Performa gemilang Aprilia terlihat jelas saat Marco Bezzecchi, yang baru saja pulih dari cedera, berhasil memecahkan rekor lap di Silverstone. Tidak hanya Bezzecchi, rekan-rekan setimnya di Aprilia juga menunjukkan konsistensi luar biasa dengan menempatkan diri di posisi lima besar.
Analisis mendalam terhadap data lap menunjukkan bahwa Aprilia kini memegang peran krusial dalam menentukan statistik kemenangan Silverstone. Sejak tahun 2012, belum ada pabrikan yang berhasil memenangkan balapan MotoGP di Silverstone sebanyak tiga kali berturut-turut. Namun, rekor ini terancam oleh dominasi Aprilia.
Tim pabrikan asal Italia ini telah meraih kemenangan di Silverstone pada musim 2024 melalui Aleix Espargaro dan kembali pada musim 2025 berkat performa gemilang Maverick Viñales.

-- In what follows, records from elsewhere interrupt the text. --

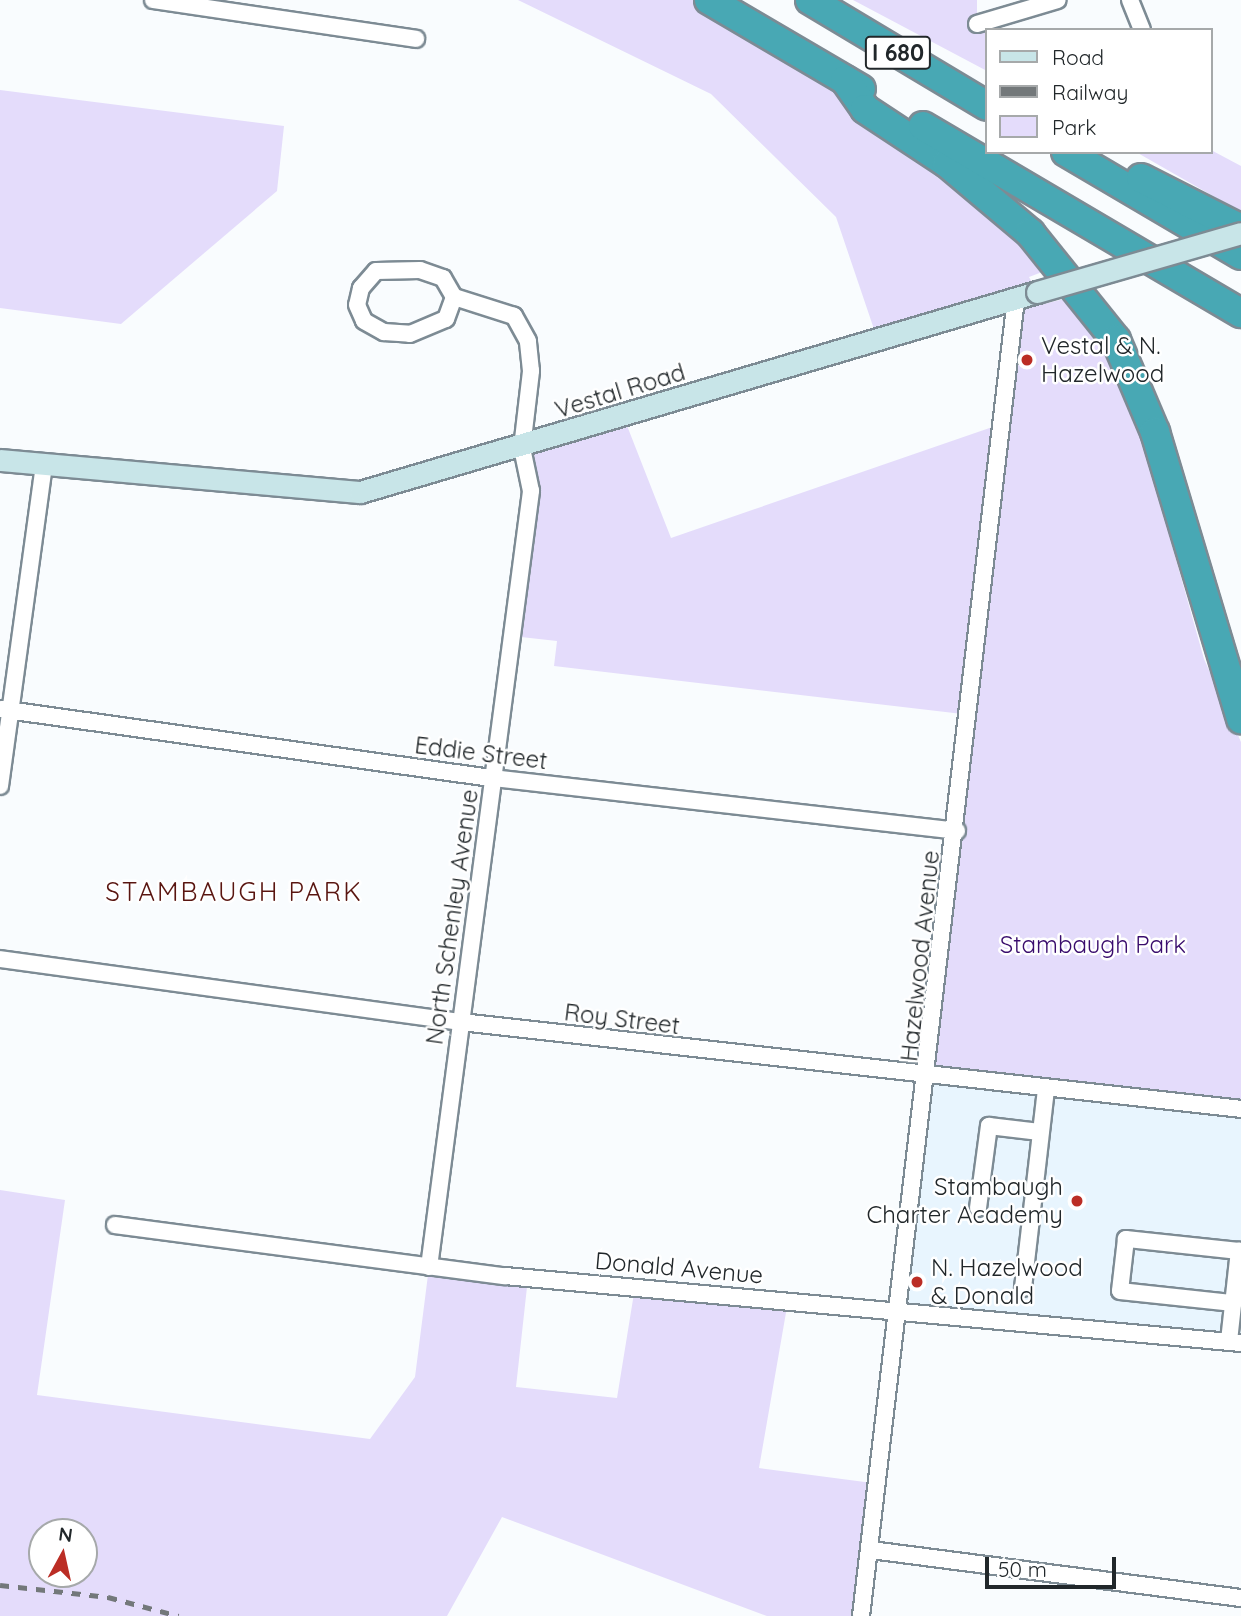 <!DOCTYPE html>
<html>
<head>
<meta charset="utf-8">
<style>
  body { margin:0 }
  #map { position:relative; width:1241px; height:1616px; overflow:hidden; background:#f9fcfe; font-family:Quicksand,sans-serif }
  div>[style] { position:absolute }
  .built>* { inset:0; background:#e8f5fe }
  .green>* { inset:0; background:#e4dcfb }
  .roads { filter:drop-shadow(2px 0 #7d8b94) drop-shadow(-2px 0 #7d8b94) drop-shadow(0 2px #7d8b94) drop-shadow(0 -2px #7d8b94) }
  .street>* { height:16px; margin:-8px; padding:0 8px; transform-origin:8px; border-radius:8px; background:#fff }
  .secondary>* { height:21px; margin:-10.5px; padding:0 10.5px; transform-origin:10.5px; border-radius:10.5px; background:#c8e5e8 }
  .highway>* { height:28px; margin:-14px; padding:0 14px; transform-origin:14px; border-radius:14px; background:#48a8b4 }
  .rail>* { height:5px; margin-top:-2.5px; transform-origin:0; background:repeating-linear-gradient(90deg,#73787a 0 9px,transparent 0 18px) }
  .bridges { filter:drop-shadow(2px 0 #7d8b94) drop-shadow(-2px 0 #7d8b94) drop-shadow(0 2px #7d8b94) drop-shadow(0 -2px #7d8b94) }
  .secondary-bridge>* { height:21px; margin:-10.5px; padding:0 10.5px; transform-origin:10.5px; border-radius:10.5px; background:#c8e5e8 }
  .dots>* { width:19px; height:19px; translate:-50% -50%; box-sizing:border-box; border:4px solid #fff; border-radius:50% }
  span { translate:-50% -50%; white-space:nowrap; text-align:center; line-height:1.15; -webkit-text-stroke:5px #fff; paint-order:stroke }
  .shield-label span { padding:2px 5px; background:#fff; border:2px solid; border-radius:5px; -webkit-text-stroke-width:0 }
  .shield-label { font-size:23px; color:#21272a; font-weight:700 }
  .poi-label { font-size:24px; color:#21272a }
  .left { translate:0 -50%; text-align:left }
  .right { translate:-100% -50%; text-align:right }
  .street-label { font-size:24px; color:#21272a }
  .park-label { font-size:24px; color:#390c6d }
  .neighbourhood-label { font-size:26px; color:#591510; letter-spacing:2px }
  .legend { position:absolute; left:985px; top:28px; width:228px; height:126px; box-sizing:border-box; background:#fff; border:2px solid #a6a9aa; margin:0; padding:9px 12px; list-style:none; font-size:21px; color:#21272a }
  .legend li { display:flex; align-items:center; gap:14px; height:35px }
  .legend b { width:35px; border:2px solid #a6a9aa }
  .north { position:absolute; left:28px; top:1518px; width:70px; height:70px; box-sizing:border-box; background:#fff; border:2px solid #a6a9aa; border-radius:50%; rotate:8deg; font-size:19px; font-weight:700; line-height:28px; text-align:center; color:#21272a }
  .north::after { content:''; display:block; margin:auto; width:24px; height:32px; background:#bb2d25; clip-path:polygon(50% 0,100% 100%,50% 72%,0 100%) }
  .scale { position:absolute; left:985px; top:1557px; width:131px; height:32px; box-sizing:border-box; border:4px solid #21272a; border-top:0; padding-left:9px; font-size:21px; line-height:24px; white-space:nowrap; color:#21272a; -webkit-text-stroke:5px #fff; paint-order:stroke }
</style>
</head>
<body>
<div id="map">
  <div class="built">
    <div style="clip-path:polygon(929px 1077px,1241px 1109px,1241px 1343px,900px 1310px)"></div>
  </div>
  <div class="green">
    <div style="clip-path:polygon(518px 0,709px 0,845px 80px,856px 120px,933px 173px,1050px 269px,1029px 277px,1044px 304px,1076px 296px,1108px 345px,1134px 410px,1204px 659px,1241px 742px,1241px 1109px,929px 1077px,971px 715px,554px 666px,557px 641px,512px 636px,531px 491px,522px 448px,624px 418px,671px 538px,1004px 423px,1016px 300px,878px 341px,836px 217px,711px 94px)"></div>
    <div style="clip-path:polygon(853px 0,977px 0,977px 24px,987px 30px,987px 71px)"></div>
    <div style="clip-path:polygon(0 90px,284px 126px,277px 191px,121px 324px,0 308px)"></div>
    <div style="clip-path:polygon(1211px 150px,1241px 166px,1241px 212px,1136px 152px)"></div>
    <div style="clip-path:polygon(evenodd,0 1190px,65px 1200px,37px 1395px,370px 1439px,415px 1377px,429px 1267px,528px 1278px,516px 1387px,617px 1398px,635px 1287px,788px 1301px,759px 1468px,880px 1484px,861px 1616px,767px 1616px,502px 1517px,447px 1616px,0 1616px,0 1190px,42px 1532px,84px 1532px,84px 1574px,42px 1574px,42px 1532px)"></div>
  </div>
  <div class="roads">
    <div class="street">
      <div style="left:153px;top:0;width:266px;rotate:8.4deg"></div>
      <div style="left:1130px;top:0;width:32px;rotate:68deg"></div>
      <div style="left:977px;top:24px;width:84px;rotate:-16.5deg"></div>
      <div style="left:0;top:709px;width:498px;rotate:8deg"></div>
      <div style="left:493px;top:778px;width:467px;rotate:6.5deg"></div>
      <div style="left:0;top:786px;width:324px;rotate:-82.2deg"></div>
      <div style="left:0;top:959px;width:465px;rotate:7.8deg"></div>
      <div style="left:461px;top:1022px;width:785px;rotate:6.36deg"></div>
      <div style="left:978px;top:1208px;width:83px;rotate:-82.4deg"></div>
      <div style="left:989px;top:1126px;width:51px;rotate:6.7deg"></div>
      <div style="left:115px;top:1225px;width:393px;rotate:7.5deg"></div>
      <div style="left:505px;top:1276px;width:739px;rotate:5.2deg"></div>
      <div style="left:429px;top:1267px;width:783px;rotate:-82.51deg"></div>
      <div style="left:531px;top:491px;width:44px;rotate:-101.8deg"></div>
      <div style="left:522px;top:448px;width:78px;rotate:-83.3deg"></div>
      <div style="left:531px;top:371px;width:30px;rotate:-96deg"></div>
      <div style="left:528px;top:341px;width:29px;rotate:-119deg"></div>
      <div style="left:514px;top:316px;width:63px;rotate:-162.4deg"></div>
      <div style="left:454px;top:297px;width:22px;rotate:-120deg"></div>
      <div style="left:443px;top:278px;width:24px;rotate:-161deg"></div>
      <div style="left:420px;top:270px;width:44px;rotate:178.7deg"></div>
      <div style="left:376px;top:271px;width:23px;rotate:131deg"></div>
      <div style="left:361px;top:288px;width:17px;rotate:103deg"></div>
      <div style="left:357px;top:305px;width:17px;rotate:66deg"></div>
      <div style="left:364px;top:321px;width:23px;rotate:29deg"></div>
      <div style="left:384px;top:332px;width:26px;rotate:4deg"></div>
      <div style="left:410px;top:334px;width:39px;rotate:-23deg"></div>
      <div style="left:446px;top:319px;width:23px;rotate:-70deg"></div>
      <div style="left:1023px;top:1288px;width:200px;rotate:-83.4deg"></div>
      <div style="left:1229px;top:1341px;width:91px;rotate:-83.7deg"></div>
      <div style="left:1239px;top:1251px;width:114px;rotate:-173.9deg"></div>
      <div style="left:1126px;top:1239px;width:52px;rotate:96.6deg"></div>
      <div style="left:1120px;top:1291px;width:114px;rotate:6.1deg"></div>
      <div style="left:871px;top:1550px;width:373px;rotate:7.4deg"></div>
      <div style="left:861px;top:1616px;width:1326px;rotate:-83.29deg"></div>
    </div>
    <div class="secondary">
      <div style="left:0;top:460px;width:361px;rotate:5.1deg"></div>
      <div style="left:360px;top:492px;width:706px;rotate:-16.46deg"></div>
    </div>
    <div class="highway">
      <div style="left:709px;top:0;width:176px;rotate:30.4deg"></div>
      <div style="left:810px;top:0;width:206px;rotate:30.9deg"></div>
      <div style="left:845px;top:80px;width:35px;rotate:55deg"></div>
      <div style="left:865px;top:109px;width:98px;rotate:33.4deg"></div>
      <div style="left:947px;top:163px;width:109px;rotate:40.1deg"></div>
      <div style="left:1030px;top:233px;width:137px;rotate:51.2deg"></div>
      <div style="left:1116px;top:340px;width:100px;rotate:67deg"></div>
      <div style="left:1155px;top:432px;width:300px;rotate:73.3deg"></div>
      <div style="left:923px;top:126px;width:369px;rotate:30.5deg"></div>
      <div style="left:1066px;top:152px;width:203px;rotate:30.5deg"></div>
      <div style="left:1141px;top:178px;width:112px;rotate:27deg"></div>
    </div>
  </div>
  <div class="rail">
    <div style="left:0;top:1585px;width:109px;rotate:6.3deg"></div>
    <div style="left:108px;top:1597px;width:73px;rotate:15deg"></div>
  </div>
  <div class="bridges">
    <div class="secondary-bridge">
      <div style="left:1037px;top:292px;width:212px;rotate:-16.1deg"></div>
    </div>
  </div>
  <div class="dots">
    <div style="left:1027px;top:360px;background:#bb2d25"></div>
    <div style="left:1077px;top:1201px;background:#bb2d25"></div>
    <div style="left:917px;top:1282px;background:#bb2d25"></div>
  </div>
  <div class="shield-label">
    <span style="left:898px;top:53px">I 680</span>
  </div>
  <div class="poi-label">
    <span class="left" style="left:1041px;top:360px">Vestal &amp; N.<br>Hazelwood</span>
    <span class="right" style="left:1063px;top:1201px">Stambaugh<br>Charter Academy</span>
    <span class="left" style="left:931px;top:1282px">N. Hazelwood<br>&amp; Donald</span>
  </div>
  <div class="street-label">
    <span style="left:620px;top:391px;rotate:-17deg">Vestal Road</span>
    <span style="left:481px;top:753px;rotate:7deg">Eddie Street</span>
    <span style="left:452px;top:917px;rotate:-82deg">North Schenley Avenue</span>
    <span style="left:920px;top:956px;rotate:-84deg">Hazelwood Avenue</span>
    <span style="left:622px;top:1019px;rotate:7deg">Roy Street</span>
    <span style="left:679px;top:1268px;rotate:5deg">Donald Avenue</span>
  </div>
  <div class="park-label">
    <span style="left:1093px;top:945px">Stambaugh Park</span>
  </div>
  <div class="neighbourhood-label">
    <span style="left:234px;top:892px">STAMBAUGH PARK</span>
  </div>
  <ul class="legend">
  <li><b style="height:9px;background:#c8e5e8"></b>Road</li>
  <li><b style="height:9px;background:#73787a"></b>Railway</li>
  <li><b style="height:19px;background:#e4dcfb"></b>Park</li>
  </ul>
  <div class="north">N</div>
  <div class="scale">50 m</div>
</div>
</body>
</html>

Jika salah satu pebalap Aprilia kembali naik podium tertinggi pada gelaran British Grand Prix 2026, maka rekor unik tersebut akan patah. Sebaliknya, jika pabrikan lain yang berhasil memenangkan balapan, maka statistik tersebut akan berlanjut.
Performa Aprilia yang konsisten di Silverstone dalam dua musim terakhir menjadi indikator kuat bahwa mereka memiliki potensi besar untuk meraih kemenangan ketiga kalinya secara beruntun. Dengan Marco Bezzecchi yang kembali tampil memukau dan para pebalap Aprilia lainnya yang berada di jajaran teratas, persaingan di Silverstone diprediksi akan semakin sengit. Nasib statistik unik kemenangan Silverstone kini benar-benar berada di tangan Aprilia.